(Instructions for the task):
Which lines of the records below contain the string "Give"? Report each of them.

───── Supplied records ─────

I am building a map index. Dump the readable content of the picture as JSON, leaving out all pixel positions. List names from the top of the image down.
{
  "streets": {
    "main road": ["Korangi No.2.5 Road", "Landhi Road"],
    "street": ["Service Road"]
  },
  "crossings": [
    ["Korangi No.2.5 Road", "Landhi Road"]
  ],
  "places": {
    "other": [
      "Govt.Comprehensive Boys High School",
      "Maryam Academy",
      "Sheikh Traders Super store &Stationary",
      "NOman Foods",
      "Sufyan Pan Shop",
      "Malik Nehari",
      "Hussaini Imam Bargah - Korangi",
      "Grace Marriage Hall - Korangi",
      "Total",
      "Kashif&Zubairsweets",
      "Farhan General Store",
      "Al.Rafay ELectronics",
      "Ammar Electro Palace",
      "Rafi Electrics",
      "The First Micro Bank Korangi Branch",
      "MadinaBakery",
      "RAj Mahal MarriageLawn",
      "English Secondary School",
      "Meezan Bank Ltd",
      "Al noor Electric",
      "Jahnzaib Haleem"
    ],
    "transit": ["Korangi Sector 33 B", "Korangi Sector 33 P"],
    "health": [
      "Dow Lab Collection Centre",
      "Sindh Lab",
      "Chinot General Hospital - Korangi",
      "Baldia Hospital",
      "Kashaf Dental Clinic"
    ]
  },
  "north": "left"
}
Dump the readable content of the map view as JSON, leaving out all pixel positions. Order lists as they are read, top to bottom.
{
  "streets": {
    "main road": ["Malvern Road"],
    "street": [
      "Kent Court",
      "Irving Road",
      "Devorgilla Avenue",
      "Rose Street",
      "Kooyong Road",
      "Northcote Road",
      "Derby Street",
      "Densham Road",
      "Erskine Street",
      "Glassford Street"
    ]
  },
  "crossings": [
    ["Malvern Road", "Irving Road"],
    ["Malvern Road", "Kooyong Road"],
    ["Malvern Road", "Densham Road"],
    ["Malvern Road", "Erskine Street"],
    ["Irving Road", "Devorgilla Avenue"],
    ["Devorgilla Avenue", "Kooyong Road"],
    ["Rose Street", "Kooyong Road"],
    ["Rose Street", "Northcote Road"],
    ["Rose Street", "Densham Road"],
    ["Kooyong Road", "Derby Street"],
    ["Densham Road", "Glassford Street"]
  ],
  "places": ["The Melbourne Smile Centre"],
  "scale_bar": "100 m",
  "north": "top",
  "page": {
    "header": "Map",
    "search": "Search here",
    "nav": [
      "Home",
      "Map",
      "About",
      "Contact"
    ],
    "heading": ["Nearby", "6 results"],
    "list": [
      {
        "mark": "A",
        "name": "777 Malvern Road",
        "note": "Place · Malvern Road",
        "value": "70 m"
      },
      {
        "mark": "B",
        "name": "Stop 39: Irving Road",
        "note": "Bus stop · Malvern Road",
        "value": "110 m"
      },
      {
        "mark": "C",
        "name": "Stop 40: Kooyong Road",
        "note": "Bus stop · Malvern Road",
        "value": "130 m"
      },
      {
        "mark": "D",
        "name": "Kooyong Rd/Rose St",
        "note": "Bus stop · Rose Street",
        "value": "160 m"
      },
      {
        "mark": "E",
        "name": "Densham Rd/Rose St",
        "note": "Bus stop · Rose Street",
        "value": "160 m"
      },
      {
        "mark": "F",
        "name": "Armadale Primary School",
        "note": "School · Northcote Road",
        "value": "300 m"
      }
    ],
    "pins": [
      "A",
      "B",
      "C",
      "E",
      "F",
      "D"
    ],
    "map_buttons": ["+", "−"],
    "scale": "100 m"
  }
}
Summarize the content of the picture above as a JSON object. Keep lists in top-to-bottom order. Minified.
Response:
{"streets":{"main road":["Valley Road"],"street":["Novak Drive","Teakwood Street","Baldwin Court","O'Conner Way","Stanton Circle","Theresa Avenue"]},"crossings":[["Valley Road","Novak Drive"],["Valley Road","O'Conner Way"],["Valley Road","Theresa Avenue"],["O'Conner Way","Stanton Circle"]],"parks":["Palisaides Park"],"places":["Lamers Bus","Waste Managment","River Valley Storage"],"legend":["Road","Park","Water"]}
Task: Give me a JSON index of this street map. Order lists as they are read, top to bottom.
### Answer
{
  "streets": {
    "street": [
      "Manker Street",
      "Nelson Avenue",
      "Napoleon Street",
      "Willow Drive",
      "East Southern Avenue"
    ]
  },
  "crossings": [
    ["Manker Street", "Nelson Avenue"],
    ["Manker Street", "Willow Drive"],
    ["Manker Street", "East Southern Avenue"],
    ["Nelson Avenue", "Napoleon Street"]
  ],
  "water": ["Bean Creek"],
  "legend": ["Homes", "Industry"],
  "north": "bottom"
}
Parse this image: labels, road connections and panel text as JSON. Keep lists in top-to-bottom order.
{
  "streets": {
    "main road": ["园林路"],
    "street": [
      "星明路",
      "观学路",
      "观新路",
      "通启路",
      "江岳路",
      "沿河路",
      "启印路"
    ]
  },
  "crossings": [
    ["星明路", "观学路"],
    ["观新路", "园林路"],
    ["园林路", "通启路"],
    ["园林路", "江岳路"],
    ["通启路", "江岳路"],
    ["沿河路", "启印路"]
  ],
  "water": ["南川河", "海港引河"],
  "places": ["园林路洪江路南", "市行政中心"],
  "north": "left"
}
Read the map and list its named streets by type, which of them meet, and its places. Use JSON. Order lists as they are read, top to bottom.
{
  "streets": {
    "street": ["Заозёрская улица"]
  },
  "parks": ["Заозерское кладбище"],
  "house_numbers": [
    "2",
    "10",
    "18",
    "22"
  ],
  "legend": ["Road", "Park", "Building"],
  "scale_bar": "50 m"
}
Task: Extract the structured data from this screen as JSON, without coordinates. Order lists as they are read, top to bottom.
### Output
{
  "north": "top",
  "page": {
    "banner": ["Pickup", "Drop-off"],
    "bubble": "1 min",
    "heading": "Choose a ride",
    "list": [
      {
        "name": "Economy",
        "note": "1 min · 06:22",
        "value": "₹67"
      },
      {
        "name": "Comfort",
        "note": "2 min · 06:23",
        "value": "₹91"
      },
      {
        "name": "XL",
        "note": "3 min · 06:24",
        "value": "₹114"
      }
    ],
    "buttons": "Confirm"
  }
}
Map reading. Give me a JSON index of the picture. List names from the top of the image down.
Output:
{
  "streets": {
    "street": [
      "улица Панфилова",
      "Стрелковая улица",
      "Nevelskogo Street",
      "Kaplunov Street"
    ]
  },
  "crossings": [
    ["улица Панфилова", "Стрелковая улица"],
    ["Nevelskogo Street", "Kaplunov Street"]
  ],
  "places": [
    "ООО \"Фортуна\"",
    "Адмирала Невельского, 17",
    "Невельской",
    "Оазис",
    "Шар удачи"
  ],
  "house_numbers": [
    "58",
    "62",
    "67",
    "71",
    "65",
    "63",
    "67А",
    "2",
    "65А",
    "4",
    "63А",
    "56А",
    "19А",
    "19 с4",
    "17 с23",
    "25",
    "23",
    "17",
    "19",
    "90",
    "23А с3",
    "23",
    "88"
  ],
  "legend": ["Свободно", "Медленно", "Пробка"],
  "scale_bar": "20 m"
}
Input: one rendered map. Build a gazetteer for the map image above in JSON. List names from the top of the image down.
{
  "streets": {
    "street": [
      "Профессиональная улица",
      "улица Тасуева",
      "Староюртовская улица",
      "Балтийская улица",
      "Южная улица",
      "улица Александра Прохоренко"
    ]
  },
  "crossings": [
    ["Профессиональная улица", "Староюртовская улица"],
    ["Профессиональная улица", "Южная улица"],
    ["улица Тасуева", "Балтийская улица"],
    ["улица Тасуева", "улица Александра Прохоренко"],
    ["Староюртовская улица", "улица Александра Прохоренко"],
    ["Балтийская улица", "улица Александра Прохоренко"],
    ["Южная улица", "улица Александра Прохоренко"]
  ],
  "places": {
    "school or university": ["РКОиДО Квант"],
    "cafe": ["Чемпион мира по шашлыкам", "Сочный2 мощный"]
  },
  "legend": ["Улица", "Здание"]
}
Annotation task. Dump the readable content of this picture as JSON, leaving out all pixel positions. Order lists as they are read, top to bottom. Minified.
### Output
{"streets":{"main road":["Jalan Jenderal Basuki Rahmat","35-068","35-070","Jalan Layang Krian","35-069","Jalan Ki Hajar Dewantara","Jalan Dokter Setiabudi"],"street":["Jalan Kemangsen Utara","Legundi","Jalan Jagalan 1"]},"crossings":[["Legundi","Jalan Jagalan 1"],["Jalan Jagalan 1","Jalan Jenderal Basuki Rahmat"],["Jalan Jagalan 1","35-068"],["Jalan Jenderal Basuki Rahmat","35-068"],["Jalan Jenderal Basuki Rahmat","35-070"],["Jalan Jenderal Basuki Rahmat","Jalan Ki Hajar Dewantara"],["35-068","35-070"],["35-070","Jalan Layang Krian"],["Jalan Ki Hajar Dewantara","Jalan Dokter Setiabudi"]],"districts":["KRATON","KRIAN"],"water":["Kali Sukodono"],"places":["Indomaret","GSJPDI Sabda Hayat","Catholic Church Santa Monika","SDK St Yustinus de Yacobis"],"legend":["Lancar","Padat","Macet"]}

─────

(Written answer):
Task: Give me a JSON index of this street map. Order lists as they are read, top to bottom.
Map reading. Give me a JSON index of the picture. List names from the top of the image down.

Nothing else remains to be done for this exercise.